Une quarantaine d’habitants, non élus, participent à ces réunions originales ouvertes à toute la population et clé de voûte de la démocratie participative à l’oeuvre. “Les gens viennent apporter leurs compétences, leur savoir-faire, leurs idées”, témoigne Dominique Bouveresse, 62 ans. Lui-même s’investit “pour le bien-être de la commune” via la conviviale “commission culture”. “Il n’y a pas de frontière entre la municipalité et le reste des habitants. C’est un plus de pouvoir aborder le maire sur les problèmes quotidiens de la vie courante”, estime le président de l’Union des sociétés de Vandoncourt, qui fédère les 29 associations locales.
La commune située à 7 kilomètres de la frontière suisse a connu sa “petite révolution culturelle” en 1971, raconte Patrice Vernier. À l’époque, le nouveau maire, Jean-Pierre Maillard-Salin, avait décidé d’expérimenter “une autre idée de la démocratie” consistant à “rapprocher les citoyens de la décision municipale”. Les commissions ouvertes et les chantiers participatifs initiés par ces pionniers perdurent.
Pour l’adjointe au maire Brigitte Cottier, 63 ans, “les commissions sont essentielles, c’est le moteur de notre action”. “Si on fait les choses tout seul, on ne les fait pas bien. À plusieurs, on se distribue les tâches et on peut faire plus”, fait-elle valoir.
"Préserver l'âme du village"
La commune multiplie ainsi les réalisations, aidée de nombreux bénévoles : l’organisation d’une balade gourmande, le nettoyage du pont Sarrazin, la construction d’un gîte communal, de la Damassine, une éco-construction en paille à vocation pédagogique, ou encore celle d’une chaufferie bois, alimentée par la forêt du village. “On ne dépend plus des énergies fossiles, on valorise différemment notre forêt et on a divisé notre facture énergétique par trois, avec un réseau de chaleur qui chauffe l’école, la mairie, des appartements, la salle des associations, la bibliothèque et les ateliers municipaux”, se félicite l’édile. “L’intelligence collective lorsqu’elle est au pouvoir, permet des choses extraordinaires”, souligne-t-il.

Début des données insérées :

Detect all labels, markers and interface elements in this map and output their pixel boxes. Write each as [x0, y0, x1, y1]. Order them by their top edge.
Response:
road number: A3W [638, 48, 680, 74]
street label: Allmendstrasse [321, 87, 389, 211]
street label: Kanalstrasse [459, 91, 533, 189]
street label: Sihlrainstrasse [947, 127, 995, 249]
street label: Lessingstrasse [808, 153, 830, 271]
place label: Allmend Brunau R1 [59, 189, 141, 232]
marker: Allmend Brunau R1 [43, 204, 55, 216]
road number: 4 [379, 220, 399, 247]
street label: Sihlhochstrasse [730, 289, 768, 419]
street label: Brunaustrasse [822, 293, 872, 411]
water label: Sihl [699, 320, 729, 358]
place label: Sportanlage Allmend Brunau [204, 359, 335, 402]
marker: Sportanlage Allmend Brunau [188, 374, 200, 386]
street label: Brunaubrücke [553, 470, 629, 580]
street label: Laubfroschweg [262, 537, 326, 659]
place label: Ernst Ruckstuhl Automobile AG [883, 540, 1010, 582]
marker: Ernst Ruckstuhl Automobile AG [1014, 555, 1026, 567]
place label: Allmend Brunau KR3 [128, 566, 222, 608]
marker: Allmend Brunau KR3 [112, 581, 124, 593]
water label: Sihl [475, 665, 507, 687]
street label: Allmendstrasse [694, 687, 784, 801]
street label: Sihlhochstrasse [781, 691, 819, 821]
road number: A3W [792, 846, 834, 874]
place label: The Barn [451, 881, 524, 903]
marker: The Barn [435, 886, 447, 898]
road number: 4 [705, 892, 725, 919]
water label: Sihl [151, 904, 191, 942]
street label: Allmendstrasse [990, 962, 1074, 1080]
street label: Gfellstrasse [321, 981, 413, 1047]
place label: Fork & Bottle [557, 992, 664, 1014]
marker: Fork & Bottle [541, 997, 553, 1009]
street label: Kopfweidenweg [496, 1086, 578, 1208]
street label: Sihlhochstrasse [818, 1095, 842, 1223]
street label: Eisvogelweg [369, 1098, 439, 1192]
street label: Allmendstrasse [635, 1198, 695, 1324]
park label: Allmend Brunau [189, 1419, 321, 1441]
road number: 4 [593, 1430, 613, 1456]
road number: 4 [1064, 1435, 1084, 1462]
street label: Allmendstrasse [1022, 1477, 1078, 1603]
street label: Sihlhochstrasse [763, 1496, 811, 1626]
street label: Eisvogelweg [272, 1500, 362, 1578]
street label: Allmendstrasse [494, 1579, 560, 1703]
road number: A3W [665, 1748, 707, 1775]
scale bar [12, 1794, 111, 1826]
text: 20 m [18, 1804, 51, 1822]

Les familles apprécient le dynamisme de leur commune. “La démocratie participative, c’est très important, on se sent plus impliqués et concernés”, estiment Dorothée et Bruno Neto, venus à la bibliothèque avec leurs filles. Dans ce “village chaleureux, les gens ont l’habitude de participer aux animations et quand on a besoin d’eux, ils sont là, ils donnent leur avis”, constate Laure Niggli, gérante de l’épicerie de Vandoncourt.
Mais “préserver l’âme du village” n’est pas toujours facile pour le maire, ancien fonctionnaire territorial, qui tente de transmettre la “culture du nous” aux nouveaux arrivants. “Ça fonctionne, mais pas à 100%. Il faut faire de la pédagogie, essayer de les mobiliser”, dit-il, conscient de la difficulté d’allier vie de famille, vie professionnelle et d’autres activités. Malgré “la culture ouverte” du village, le Front national est arrivé largement en tête des dernières élections européennes (32%), regrette Patrice Vernier. Ses administrés “ont peur de ce qu’ils voient à la télé”, confie-t-il, “impuissant”.